About the Book
This is the extraordinary story of a remarkable woman.
Doris Davidson was born in Aberdeen in 1922, the daughter of a master butcher and country lass. Her idyllic childhood was shattered in 1934 with the death of her father, after which, in order to make ends meet, her mother was forced to take in lodgers. In part due to her father's sudden death, Doris left school at fifteen and went to work in an office, gradually rising through the ranks until she became book-keeper. Marriage to an officer in the Merchant Navy followed in 1942, then divorce, then her second marriage. Her life took the first of two major changes in direction at the age of 41, when she went back to college to study for O and A levels, followed by three years at Teacher Training College. In 1967 she became a primary school teacher, and subsequently taught in schools in Aberdeen until she retired in 1982. Not content with a quiet retirement Doris embarked on a new 'career' and became a writer, publishing her first work in 1990. Eight books later (and another one nearly finished), she is one of the country's best-loved romantic novelists and has sold well in excess of 200,000 copies of her books.
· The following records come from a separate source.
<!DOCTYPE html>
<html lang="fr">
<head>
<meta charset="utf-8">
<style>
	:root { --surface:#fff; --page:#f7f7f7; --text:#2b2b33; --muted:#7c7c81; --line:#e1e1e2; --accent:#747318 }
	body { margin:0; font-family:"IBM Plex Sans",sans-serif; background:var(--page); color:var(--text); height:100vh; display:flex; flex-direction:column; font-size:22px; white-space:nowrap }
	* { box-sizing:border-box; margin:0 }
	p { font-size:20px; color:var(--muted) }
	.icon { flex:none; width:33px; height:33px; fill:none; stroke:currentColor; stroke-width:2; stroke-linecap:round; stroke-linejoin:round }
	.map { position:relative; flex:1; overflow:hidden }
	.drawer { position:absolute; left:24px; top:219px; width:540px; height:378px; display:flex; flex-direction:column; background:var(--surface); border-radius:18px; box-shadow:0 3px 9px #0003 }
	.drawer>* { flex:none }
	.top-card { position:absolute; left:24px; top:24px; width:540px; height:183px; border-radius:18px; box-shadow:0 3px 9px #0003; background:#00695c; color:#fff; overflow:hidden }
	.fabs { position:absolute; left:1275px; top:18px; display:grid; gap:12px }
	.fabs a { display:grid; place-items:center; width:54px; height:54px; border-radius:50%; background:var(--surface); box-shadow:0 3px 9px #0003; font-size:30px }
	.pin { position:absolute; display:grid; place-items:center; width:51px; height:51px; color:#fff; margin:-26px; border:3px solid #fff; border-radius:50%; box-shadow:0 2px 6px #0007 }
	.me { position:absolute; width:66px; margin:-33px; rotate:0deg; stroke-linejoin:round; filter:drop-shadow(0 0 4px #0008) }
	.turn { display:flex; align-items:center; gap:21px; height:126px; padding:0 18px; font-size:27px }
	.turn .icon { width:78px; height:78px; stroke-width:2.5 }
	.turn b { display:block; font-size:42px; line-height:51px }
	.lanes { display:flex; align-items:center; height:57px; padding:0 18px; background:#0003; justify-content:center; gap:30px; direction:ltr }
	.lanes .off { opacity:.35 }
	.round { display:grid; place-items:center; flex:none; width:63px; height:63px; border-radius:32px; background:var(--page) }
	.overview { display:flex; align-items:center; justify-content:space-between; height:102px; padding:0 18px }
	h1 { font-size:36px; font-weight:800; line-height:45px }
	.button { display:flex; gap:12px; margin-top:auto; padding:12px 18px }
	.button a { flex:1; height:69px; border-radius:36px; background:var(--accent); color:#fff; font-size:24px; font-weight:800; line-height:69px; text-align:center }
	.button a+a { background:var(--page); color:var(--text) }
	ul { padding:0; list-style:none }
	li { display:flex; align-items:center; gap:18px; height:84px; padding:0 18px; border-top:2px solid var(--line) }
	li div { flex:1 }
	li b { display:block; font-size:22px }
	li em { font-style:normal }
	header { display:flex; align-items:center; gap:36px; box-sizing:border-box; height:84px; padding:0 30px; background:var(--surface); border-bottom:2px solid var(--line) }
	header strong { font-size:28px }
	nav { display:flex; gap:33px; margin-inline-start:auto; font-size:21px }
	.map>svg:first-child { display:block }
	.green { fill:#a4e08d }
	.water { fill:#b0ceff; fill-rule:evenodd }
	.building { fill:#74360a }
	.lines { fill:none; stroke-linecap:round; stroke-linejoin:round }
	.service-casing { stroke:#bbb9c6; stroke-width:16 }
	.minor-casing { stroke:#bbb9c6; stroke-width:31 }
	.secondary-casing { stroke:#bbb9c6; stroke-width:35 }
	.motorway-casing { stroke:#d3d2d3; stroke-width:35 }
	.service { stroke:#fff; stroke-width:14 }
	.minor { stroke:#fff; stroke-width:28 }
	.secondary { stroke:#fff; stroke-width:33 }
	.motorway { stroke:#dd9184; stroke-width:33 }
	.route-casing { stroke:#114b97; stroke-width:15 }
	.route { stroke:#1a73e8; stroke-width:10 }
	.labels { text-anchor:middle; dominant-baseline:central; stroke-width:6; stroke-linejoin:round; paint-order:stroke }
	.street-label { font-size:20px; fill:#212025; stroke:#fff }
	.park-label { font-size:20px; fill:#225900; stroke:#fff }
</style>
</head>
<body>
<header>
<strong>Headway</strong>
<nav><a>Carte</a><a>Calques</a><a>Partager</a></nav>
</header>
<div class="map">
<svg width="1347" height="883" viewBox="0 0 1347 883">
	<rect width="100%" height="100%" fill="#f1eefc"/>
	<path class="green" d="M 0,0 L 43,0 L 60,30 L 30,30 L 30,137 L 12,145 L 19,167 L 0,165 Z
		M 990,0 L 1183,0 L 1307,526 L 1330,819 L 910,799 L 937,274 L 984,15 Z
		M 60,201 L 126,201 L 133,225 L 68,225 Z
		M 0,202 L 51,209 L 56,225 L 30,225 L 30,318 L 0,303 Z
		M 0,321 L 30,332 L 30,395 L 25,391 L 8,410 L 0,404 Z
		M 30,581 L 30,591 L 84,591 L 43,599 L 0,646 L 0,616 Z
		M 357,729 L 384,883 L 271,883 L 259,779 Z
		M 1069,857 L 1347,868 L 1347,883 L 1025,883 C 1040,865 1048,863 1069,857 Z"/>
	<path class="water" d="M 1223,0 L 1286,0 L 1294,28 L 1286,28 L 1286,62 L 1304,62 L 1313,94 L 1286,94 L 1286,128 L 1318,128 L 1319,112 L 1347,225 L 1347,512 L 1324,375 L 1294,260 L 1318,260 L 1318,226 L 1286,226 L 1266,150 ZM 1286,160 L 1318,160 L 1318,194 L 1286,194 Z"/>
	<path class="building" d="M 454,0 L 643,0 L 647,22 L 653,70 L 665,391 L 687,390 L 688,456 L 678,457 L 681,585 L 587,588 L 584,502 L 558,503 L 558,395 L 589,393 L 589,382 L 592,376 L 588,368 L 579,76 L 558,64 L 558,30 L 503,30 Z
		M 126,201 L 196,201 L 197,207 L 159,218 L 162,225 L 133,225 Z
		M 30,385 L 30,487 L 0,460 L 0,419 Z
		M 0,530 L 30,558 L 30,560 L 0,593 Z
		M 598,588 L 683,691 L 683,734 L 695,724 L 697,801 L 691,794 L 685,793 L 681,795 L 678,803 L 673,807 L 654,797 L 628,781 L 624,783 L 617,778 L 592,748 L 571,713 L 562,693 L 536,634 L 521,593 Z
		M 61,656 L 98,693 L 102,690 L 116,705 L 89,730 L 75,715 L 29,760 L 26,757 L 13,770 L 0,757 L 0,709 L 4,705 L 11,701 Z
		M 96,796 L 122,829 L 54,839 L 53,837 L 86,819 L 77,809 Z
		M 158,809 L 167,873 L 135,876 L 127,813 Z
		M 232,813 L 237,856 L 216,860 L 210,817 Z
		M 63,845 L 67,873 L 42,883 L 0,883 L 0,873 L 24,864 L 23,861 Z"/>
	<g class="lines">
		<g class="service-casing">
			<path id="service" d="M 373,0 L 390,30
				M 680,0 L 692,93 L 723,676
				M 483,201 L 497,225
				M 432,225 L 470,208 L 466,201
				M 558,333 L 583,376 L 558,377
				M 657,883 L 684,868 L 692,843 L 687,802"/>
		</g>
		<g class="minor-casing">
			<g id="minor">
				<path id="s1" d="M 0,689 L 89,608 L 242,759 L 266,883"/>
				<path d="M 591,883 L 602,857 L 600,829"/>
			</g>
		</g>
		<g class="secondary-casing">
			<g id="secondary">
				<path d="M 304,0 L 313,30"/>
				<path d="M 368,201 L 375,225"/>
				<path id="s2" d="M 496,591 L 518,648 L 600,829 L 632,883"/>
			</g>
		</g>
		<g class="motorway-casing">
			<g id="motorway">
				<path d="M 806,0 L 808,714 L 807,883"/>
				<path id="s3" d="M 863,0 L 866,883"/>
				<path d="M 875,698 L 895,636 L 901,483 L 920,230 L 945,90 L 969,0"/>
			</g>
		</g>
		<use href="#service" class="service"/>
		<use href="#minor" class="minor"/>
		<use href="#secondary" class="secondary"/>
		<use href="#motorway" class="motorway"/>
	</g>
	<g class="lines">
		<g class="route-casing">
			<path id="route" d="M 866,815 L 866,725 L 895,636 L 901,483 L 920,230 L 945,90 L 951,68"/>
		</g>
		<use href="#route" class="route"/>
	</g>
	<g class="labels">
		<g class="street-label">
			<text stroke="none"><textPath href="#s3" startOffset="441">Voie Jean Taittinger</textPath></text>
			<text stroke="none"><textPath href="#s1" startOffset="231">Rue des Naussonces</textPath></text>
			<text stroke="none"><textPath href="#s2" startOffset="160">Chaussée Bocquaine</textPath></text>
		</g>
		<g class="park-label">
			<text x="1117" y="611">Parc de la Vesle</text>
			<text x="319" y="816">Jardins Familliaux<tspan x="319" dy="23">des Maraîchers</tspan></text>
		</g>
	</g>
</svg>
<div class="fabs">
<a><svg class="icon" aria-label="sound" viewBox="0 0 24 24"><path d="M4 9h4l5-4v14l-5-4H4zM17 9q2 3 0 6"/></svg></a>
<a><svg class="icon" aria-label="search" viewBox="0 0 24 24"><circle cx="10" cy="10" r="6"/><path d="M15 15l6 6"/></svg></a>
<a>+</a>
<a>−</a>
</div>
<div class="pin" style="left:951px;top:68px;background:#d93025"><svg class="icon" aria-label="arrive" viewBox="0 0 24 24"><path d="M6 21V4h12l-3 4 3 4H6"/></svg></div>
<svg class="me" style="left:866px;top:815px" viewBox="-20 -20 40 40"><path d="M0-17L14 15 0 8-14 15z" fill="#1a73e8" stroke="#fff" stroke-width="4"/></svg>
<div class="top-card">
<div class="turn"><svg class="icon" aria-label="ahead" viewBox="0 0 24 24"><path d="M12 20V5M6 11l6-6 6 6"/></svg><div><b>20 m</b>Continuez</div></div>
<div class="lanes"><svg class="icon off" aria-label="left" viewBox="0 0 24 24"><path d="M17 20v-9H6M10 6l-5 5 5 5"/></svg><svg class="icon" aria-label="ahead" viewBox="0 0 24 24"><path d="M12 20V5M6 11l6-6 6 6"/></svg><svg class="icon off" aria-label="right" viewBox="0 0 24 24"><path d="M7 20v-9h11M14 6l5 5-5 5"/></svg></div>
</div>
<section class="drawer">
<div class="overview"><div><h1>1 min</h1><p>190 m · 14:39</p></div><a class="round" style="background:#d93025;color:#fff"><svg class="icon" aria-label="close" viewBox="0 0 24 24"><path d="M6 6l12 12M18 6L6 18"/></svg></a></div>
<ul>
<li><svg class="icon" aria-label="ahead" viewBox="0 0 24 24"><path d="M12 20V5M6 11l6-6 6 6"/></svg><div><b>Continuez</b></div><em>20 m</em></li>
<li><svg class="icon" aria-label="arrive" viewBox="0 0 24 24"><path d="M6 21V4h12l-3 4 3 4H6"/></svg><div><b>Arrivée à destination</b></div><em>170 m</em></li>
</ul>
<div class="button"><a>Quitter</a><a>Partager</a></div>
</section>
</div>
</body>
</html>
In this engaging and candid autobiography, Doris Davidson recounts her growing up in Aberdeen in the '20s and '30's, the war years, her marriage and the unexpected paths her career has followed. With her novelist's skill, she brings into vivid focus a life of rich experience in a book every bit as riveting as her works of fiction.
Doris Davidson was born in Aberdeen in 1922, the daughter of a master butcher and country lass. In 1967 she became a primary school teacher, and subsequently taught in schools in Aberdeen until she retired in 1982 to become a writer, publishing her first work in 1990. Thirteen novels, one collection of short stories and an acclaimed autobiography – A Gift from the Gallowgate – later she was firmly established as one of the country's best-loved romantic novelists. Doris died in June 2012.